The 1st International Workshop on Human-Centered Vision and Media Technologies
*This image was created with the assistance of DALL·E 3.
Date
Friday, April 12, 2024, 12:30 - 18:30
Venue
Institute of Industrial Science, the University of Tokyo
Seminar Rooms An401/402 (Talk), An403, An404 (Poster)
Registration
Participation in the workshop is free, but please register for the workshop using the form below.
If the number of participants exceeds the room capacity, we may close the registration.
Program
12:30 - 13:30 Invited Talk: Yuki M. Asano
13:30 - 15:00 Poster Session 1
15:00 - 16:00 Invited Talk: Pascal Mettes
16:00 - 17:30 Poster Session 2
17:30 - 18:30 Invited Talk: Xucong Zhang
Invited Speakers
Yuki M. Asano (University of Amsterdam)
Title: Self-Supervised Learning in the age of CLIP et al.
Abstract: I will talk about new developments in self-supervised learning that will form the core of the next generation of foundation models.

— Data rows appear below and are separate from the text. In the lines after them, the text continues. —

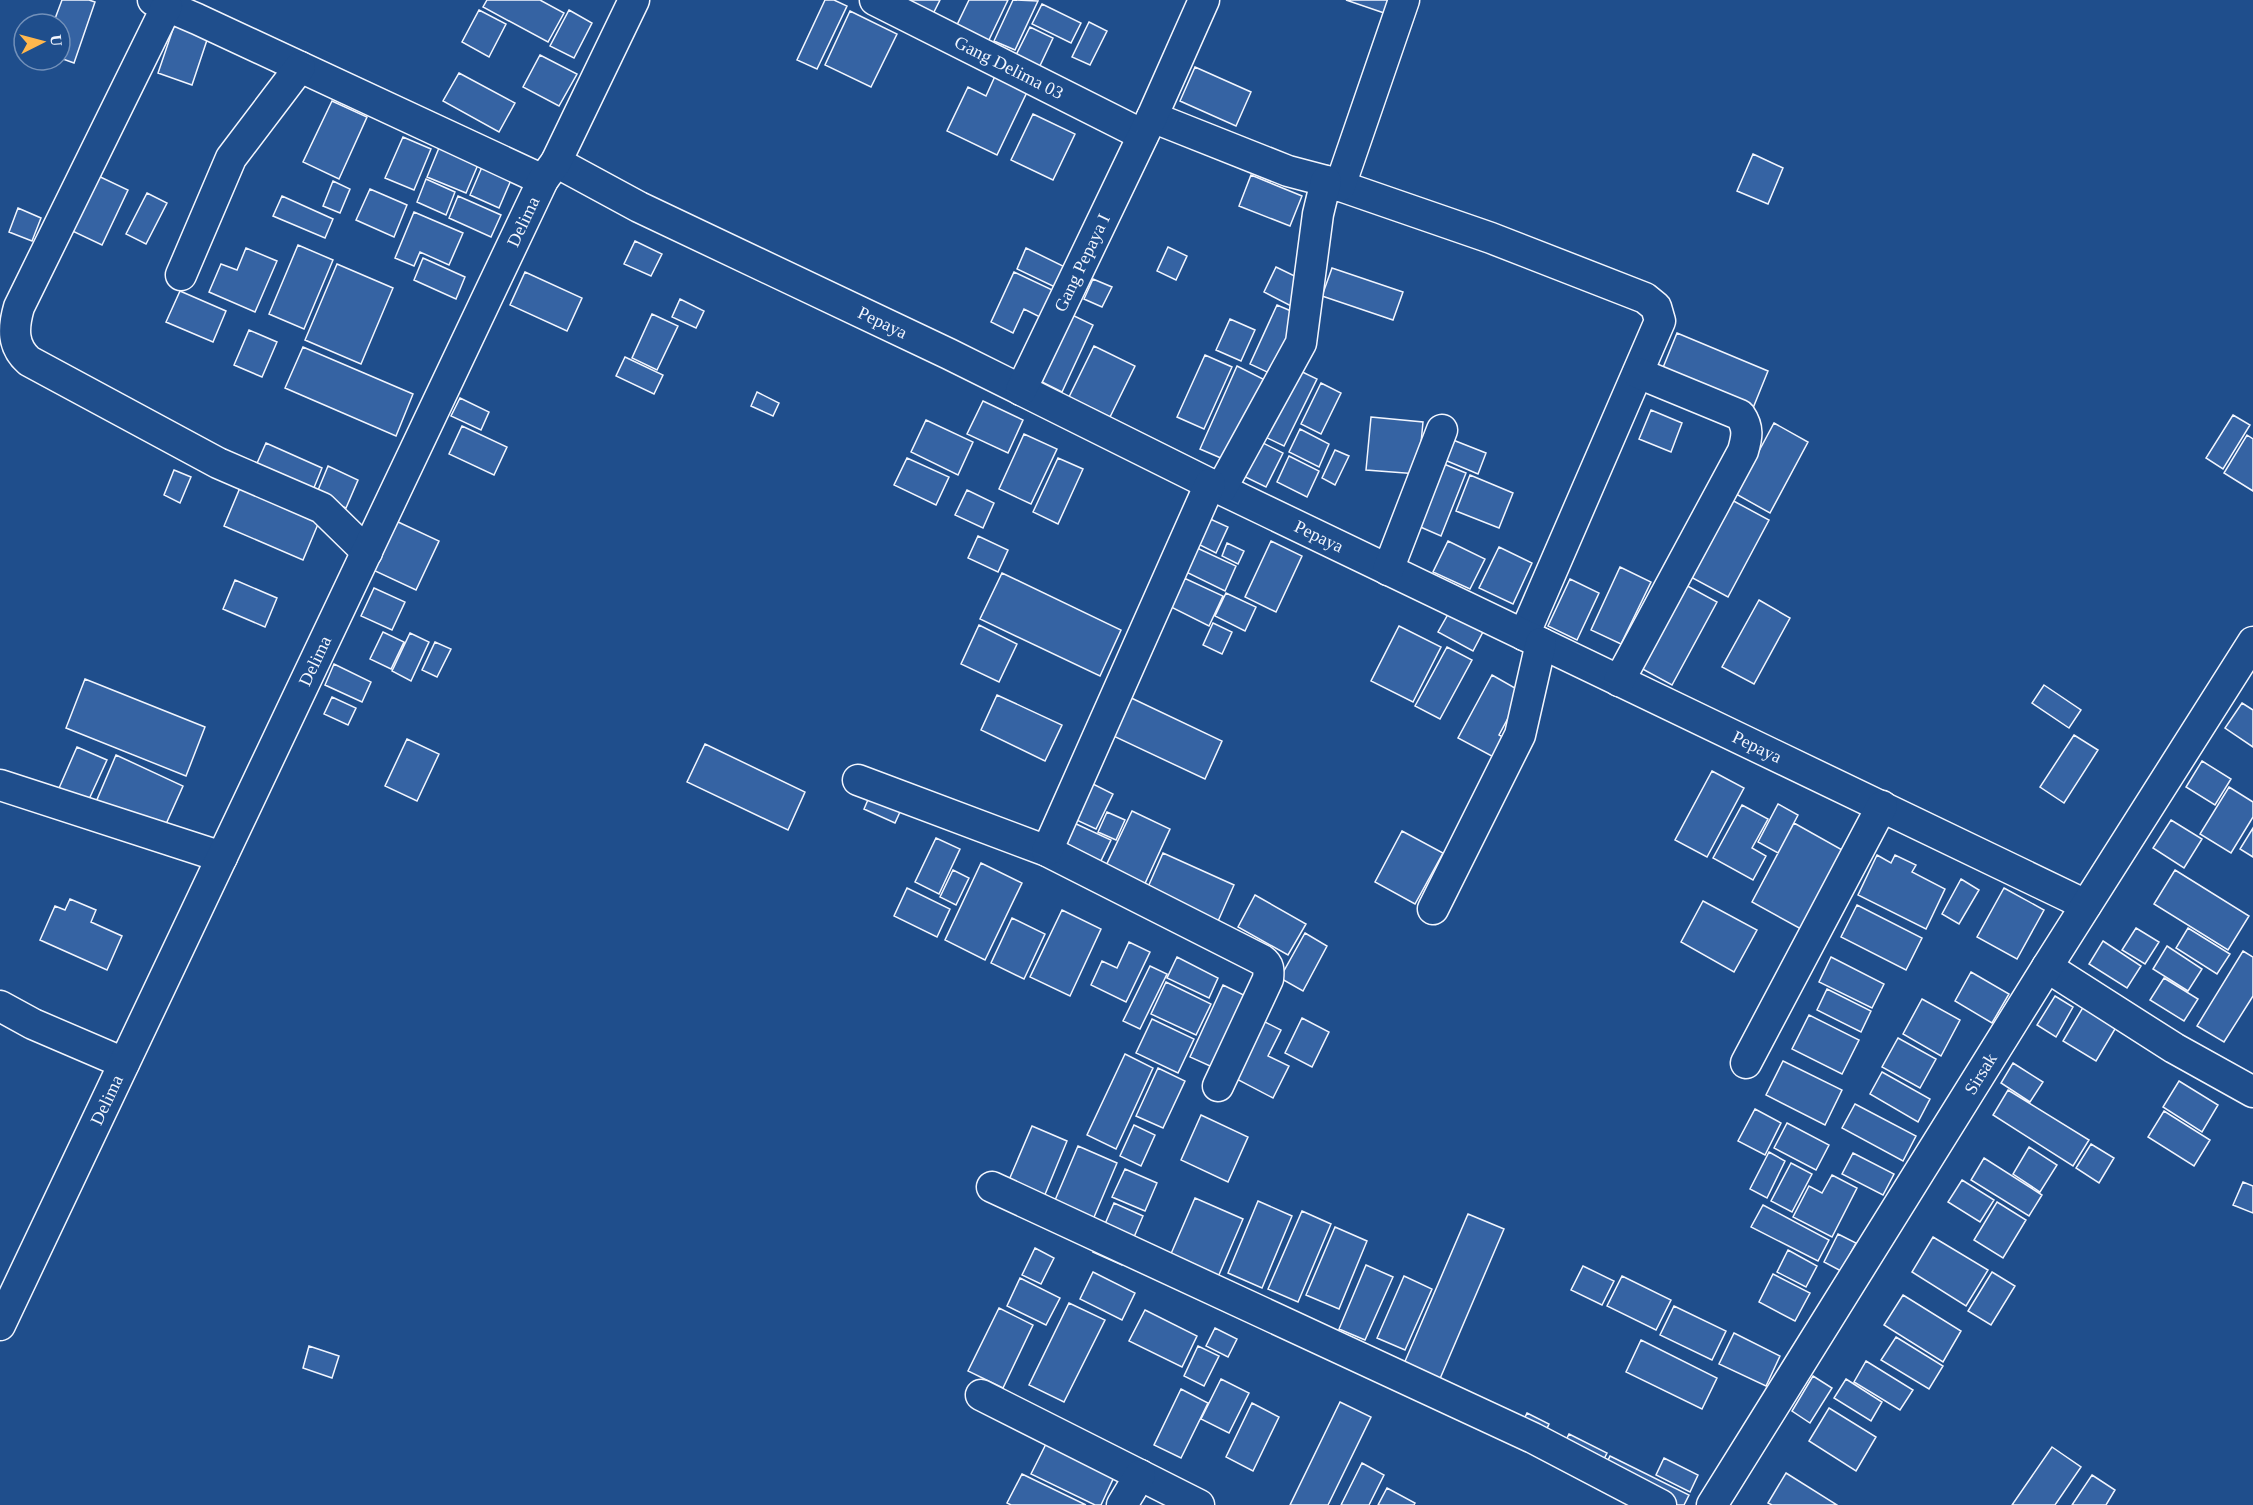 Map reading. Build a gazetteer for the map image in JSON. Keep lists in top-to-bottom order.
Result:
{
  "streets": {
    "street": [
      "Gang Delima 03",
      "Delima",
      "Gang Pepaya I",
      "Pepaya",
      "Sirsak"
    ]
  },
  "crossings": [
    ["Gang Delima 03", "Gang Pepaya I"],
    ["Delima", "Pepaya"],
    ["Gang Pepaya I", "Pepaya"],
    ["Pepaya", "Sirsak"]
  ],
  "north": "right"
} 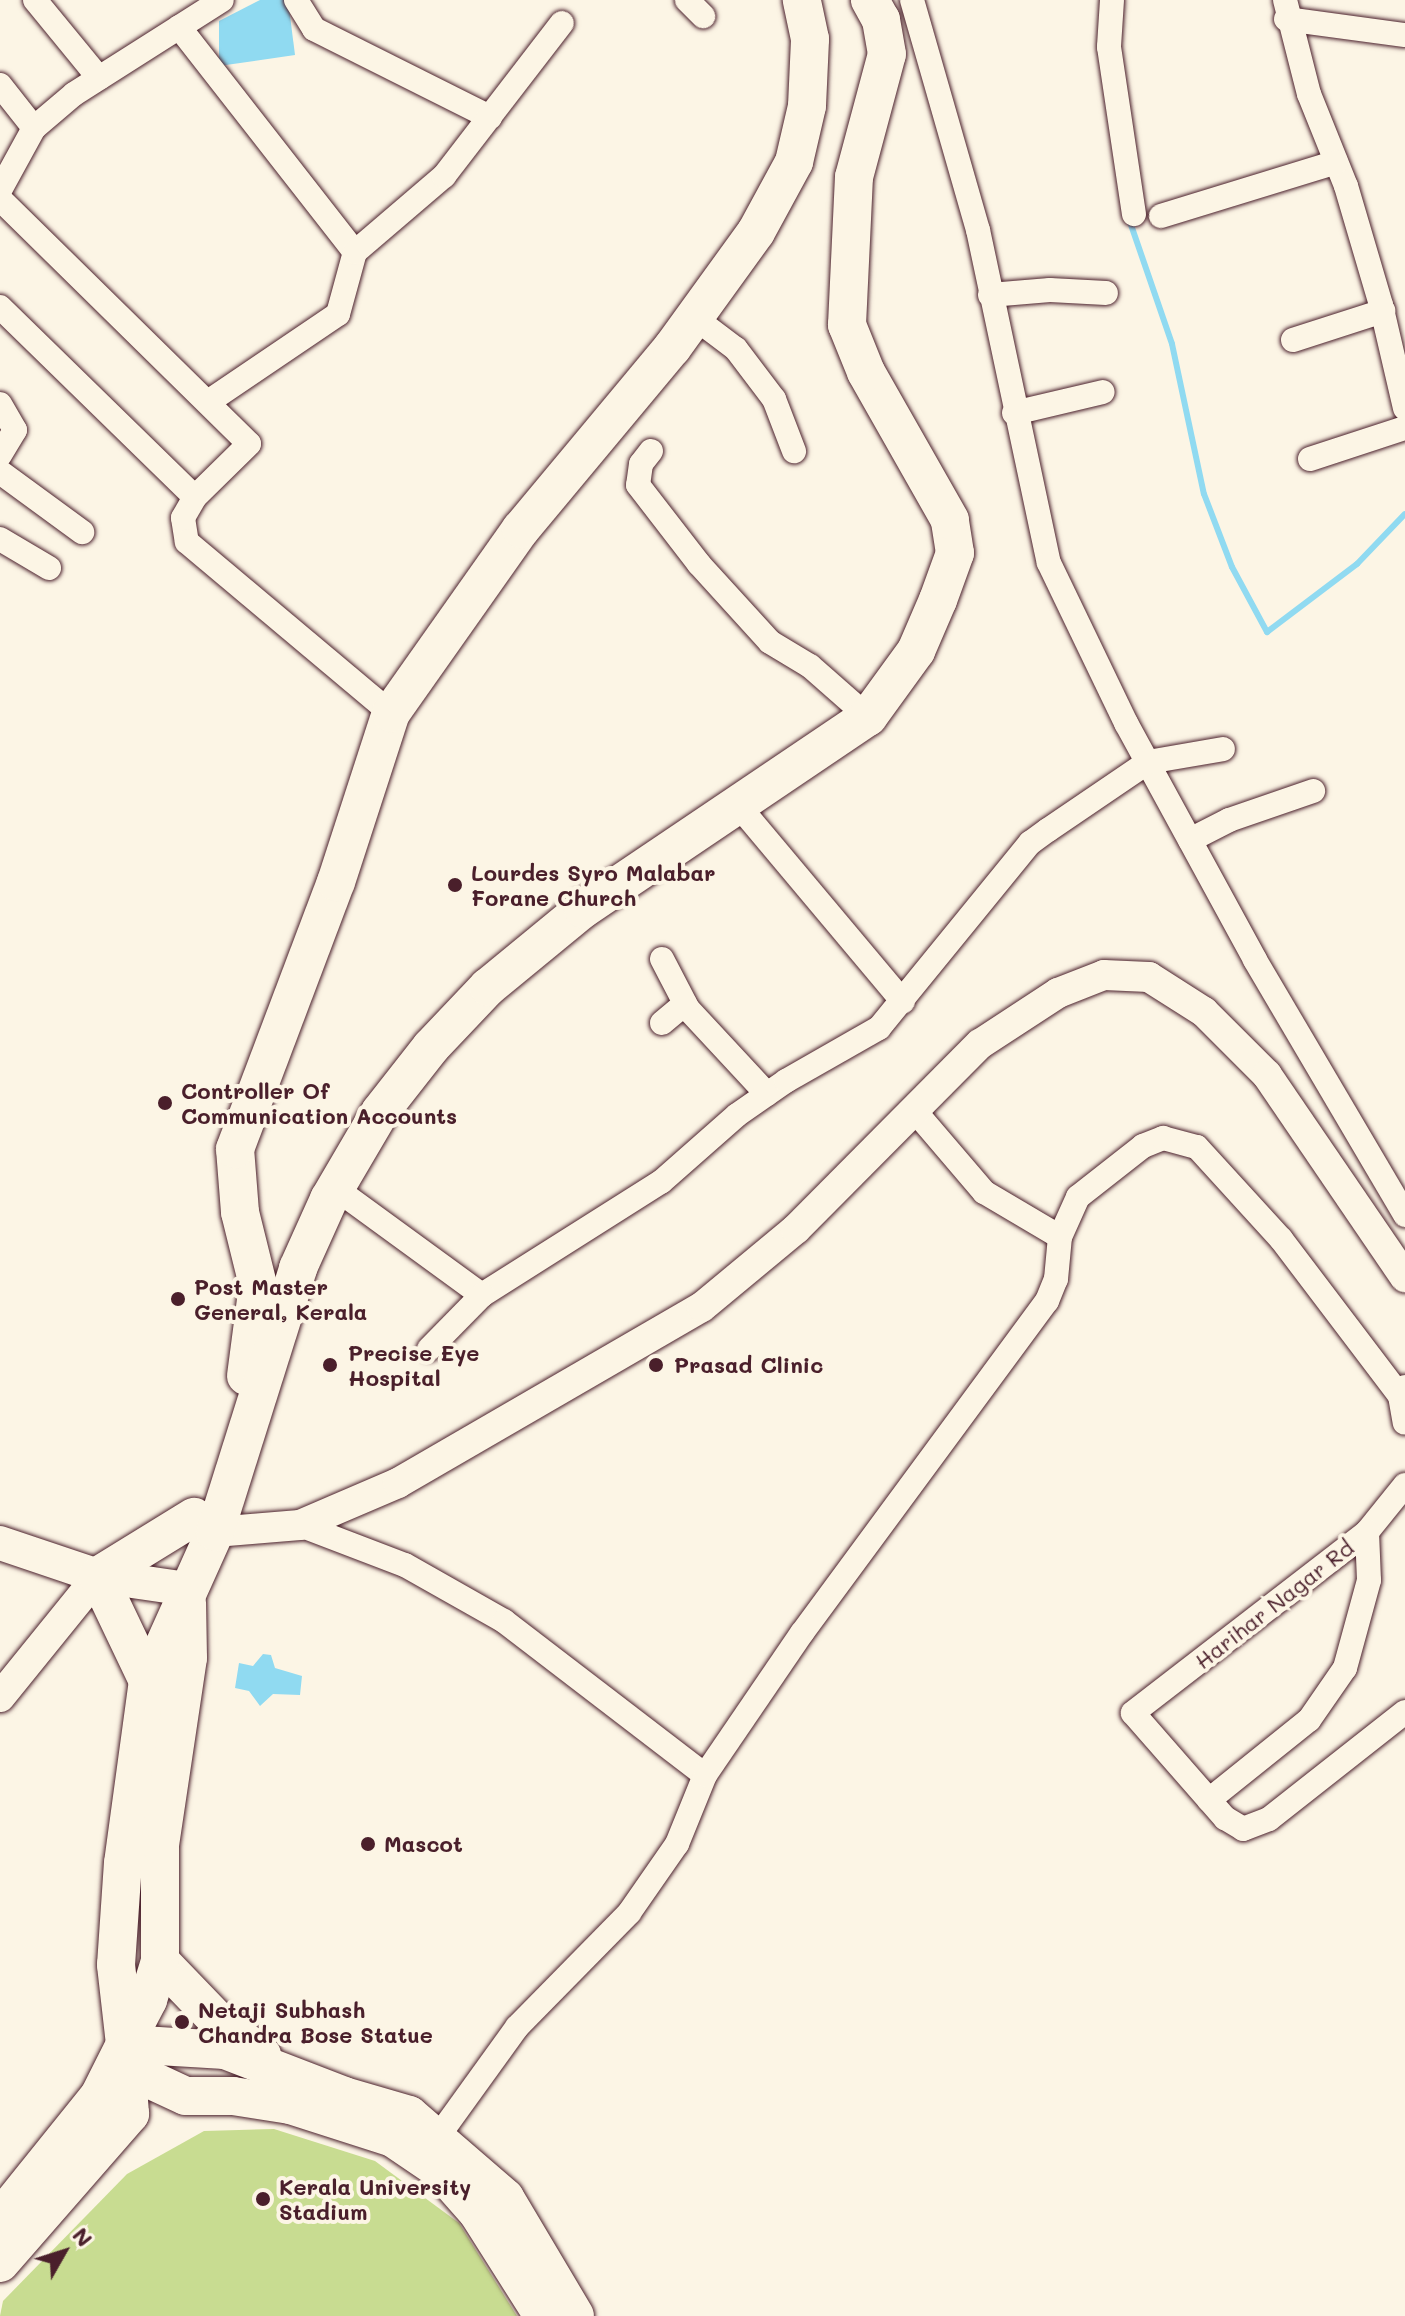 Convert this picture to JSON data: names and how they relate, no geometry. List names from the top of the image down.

First, I will talk about how pretraining on videos can enable models that outperform models such as DINO by leveraging temporality. Second, I will show how ideas from self-supervised learning can be leveraged to drastically reduce the amount of paired image-text data needed for essential vision-language models.
Bio: Yuki M. Asano is an assistant professor for computer vision and machine learning at the QUVA lab at the University of Amsterdam. Prior to this, he completed his PhD at the Visual Geometry Group (VGG) at the University of Oxford where he worked with Andrea Vedaldi and Christian Rupprecht. He has served as an AC for NeurIPS/CVPR/ECCV/ICCV and is the main organiser of the SSLWIN workshops at ECCV, BigMAC at ICCV and co-organises the SSL workshop at NeurIPS.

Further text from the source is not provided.